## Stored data

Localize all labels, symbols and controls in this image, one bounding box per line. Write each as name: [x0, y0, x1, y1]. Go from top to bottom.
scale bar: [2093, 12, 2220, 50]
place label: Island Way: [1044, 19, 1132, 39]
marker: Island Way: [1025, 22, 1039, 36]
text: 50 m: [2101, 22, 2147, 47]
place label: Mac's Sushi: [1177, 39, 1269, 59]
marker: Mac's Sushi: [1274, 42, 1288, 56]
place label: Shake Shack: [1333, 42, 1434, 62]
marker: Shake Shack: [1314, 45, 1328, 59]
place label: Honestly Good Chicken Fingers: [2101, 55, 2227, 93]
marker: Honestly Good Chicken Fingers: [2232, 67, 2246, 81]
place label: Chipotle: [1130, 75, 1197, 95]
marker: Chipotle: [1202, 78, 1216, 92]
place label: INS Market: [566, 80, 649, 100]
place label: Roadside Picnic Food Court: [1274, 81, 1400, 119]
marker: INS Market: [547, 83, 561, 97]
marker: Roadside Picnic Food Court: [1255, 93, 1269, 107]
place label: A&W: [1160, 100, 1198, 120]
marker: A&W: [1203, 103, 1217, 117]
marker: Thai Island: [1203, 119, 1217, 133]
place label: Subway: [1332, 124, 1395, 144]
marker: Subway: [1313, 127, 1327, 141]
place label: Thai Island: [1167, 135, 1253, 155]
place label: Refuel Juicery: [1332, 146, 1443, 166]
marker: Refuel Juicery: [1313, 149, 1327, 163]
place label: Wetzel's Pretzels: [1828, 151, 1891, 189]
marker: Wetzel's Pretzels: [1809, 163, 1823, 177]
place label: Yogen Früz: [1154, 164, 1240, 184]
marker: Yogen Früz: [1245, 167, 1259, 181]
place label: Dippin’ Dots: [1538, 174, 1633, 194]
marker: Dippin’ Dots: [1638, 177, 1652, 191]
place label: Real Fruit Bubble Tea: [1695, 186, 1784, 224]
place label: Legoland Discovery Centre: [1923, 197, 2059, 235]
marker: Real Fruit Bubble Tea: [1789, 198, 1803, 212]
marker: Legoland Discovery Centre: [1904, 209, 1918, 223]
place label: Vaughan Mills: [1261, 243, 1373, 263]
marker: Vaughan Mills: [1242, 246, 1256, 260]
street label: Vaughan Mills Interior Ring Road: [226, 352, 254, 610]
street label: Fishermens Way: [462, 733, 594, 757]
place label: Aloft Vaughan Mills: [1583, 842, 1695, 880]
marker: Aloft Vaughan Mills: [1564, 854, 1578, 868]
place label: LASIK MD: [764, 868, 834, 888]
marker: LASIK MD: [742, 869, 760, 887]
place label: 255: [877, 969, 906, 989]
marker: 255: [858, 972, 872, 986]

## What you are asked to do
If a line in the records above has the word "Pretzels", copy it out.

## Output below
place label: Wetzel's Pretzels: [1828, 151, 1891, 189]
marker: Wetzel's Pretzels: [1809, 163, 1823, 177]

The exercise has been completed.